Training is obsessively focused on policies and procedures and to meet legislative and regulatory requirements. You will spend hours of your time periodically renewing this training and managing paperwork associated with policies and procedures.
Employee development support is weak, so if you are not in an urban environment, you will have to rely on self-directed and distance learning. Creativity and innovation are generally not encouraged or rewarded.
At the local level, manager, supervisors and line personnel are generally good people to work with. Employee complement turns over about every five years; however, a significant number of employees have worked for ATCO for more than a decade.
There is a modest degree of autonomy at the local level; however, the corporate structure overall is hierarchical and top heavy and the culture conservative, risk averse and directive.
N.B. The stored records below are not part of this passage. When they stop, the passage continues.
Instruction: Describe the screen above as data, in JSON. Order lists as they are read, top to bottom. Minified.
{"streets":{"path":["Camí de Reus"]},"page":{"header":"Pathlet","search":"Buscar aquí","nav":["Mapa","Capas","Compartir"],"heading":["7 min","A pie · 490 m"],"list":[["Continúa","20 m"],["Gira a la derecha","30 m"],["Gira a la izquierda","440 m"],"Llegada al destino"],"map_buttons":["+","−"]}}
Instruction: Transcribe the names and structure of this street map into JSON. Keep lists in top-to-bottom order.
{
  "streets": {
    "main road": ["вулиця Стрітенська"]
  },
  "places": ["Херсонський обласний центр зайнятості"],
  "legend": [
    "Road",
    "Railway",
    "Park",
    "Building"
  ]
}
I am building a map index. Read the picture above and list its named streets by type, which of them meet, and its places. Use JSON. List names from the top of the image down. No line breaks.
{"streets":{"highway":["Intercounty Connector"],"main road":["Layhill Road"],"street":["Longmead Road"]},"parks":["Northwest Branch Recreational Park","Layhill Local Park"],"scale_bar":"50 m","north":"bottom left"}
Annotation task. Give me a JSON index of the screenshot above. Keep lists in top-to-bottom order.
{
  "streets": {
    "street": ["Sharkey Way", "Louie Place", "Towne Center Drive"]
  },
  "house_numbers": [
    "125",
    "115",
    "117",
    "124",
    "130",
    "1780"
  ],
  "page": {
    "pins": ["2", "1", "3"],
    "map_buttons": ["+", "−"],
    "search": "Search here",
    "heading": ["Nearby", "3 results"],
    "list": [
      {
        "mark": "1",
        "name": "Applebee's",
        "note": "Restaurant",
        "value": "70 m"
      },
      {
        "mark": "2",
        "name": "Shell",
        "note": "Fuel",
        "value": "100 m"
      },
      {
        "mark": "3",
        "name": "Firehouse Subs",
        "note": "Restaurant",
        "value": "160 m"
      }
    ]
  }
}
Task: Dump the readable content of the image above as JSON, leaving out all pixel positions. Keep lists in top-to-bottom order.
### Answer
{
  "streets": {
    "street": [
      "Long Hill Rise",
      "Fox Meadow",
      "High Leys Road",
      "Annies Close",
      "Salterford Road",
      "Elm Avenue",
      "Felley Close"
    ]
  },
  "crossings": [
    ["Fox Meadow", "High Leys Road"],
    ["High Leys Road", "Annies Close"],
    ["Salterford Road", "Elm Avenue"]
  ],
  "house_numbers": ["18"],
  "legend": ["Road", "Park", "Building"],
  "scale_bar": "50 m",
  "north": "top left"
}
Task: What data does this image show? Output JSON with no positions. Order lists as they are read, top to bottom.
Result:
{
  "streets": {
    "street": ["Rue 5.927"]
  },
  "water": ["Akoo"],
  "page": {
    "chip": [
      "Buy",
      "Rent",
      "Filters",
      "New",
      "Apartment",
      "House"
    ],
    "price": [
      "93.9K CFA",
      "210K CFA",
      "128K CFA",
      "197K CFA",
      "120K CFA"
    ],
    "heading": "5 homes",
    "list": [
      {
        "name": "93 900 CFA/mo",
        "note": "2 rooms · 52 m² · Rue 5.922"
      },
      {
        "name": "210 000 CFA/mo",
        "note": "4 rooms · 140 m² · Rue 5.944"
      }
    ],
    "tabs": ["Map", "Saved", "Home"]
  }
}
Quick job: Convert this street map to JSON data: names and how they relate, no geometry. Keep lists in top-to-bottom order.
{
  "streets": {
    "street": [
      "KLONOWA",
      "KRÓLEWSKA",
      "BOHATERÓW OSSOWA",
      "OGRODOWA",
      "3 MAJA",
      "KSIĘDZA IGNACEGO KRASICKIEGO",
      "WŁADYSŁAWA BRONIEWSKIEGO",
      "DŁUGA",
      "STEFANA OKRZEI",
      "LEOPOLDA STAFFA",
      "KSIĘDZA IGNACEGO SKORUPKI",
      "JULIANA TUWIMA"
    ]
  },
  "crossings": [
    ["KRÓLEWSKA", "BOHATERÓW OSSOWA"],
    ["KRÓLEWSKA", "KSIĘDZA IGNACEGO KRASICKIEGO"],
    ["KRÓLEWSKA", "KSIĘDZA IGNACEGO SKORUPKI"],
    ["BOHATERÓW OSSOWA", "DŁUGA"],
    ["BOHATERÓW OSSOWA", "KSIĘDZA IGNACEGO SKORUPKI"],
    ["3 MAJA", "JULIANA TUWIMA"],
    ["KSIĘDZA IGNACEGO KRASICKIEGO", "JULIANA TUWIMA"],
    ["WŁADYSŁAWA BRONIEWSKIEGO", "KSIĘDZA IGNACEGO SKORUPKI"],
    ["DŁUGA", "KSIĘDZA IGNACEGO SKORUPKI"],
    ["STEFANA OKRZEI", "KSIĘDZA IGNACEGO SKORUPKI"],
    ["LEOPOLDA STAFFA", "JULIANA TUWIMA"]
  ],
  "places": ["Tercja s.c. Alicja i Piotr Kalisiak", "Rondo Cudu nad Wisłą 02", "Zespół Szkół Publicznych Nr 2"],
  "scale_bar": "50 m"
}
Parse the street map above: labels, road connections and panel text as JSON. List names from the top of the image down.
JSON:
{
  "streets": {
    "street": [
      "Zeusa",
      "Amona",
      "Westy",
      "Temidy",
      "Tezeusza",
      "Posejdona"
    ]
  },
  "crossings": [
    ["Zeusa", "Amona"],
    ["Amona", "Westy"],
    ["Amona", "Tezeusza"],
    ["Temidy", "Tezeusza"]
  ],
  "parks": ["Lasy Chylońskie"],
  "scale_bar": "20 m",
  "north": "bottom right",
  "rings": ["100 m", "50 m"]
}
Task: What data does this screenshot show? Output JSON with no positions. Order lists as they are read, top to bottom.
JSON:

Corporate management decisions often appear to be made largely without input from the local level and are usually reactive.
There is an intense focus on meeting budgets and annual earnings growth targets. Because of the management structure and culture, ATCO struggles to adapt to changing business and economic environments, and makes reactive business decisions. For this reason, ATCO may not be able to offer a stable employment environment as it transitions to the new business and economic reality.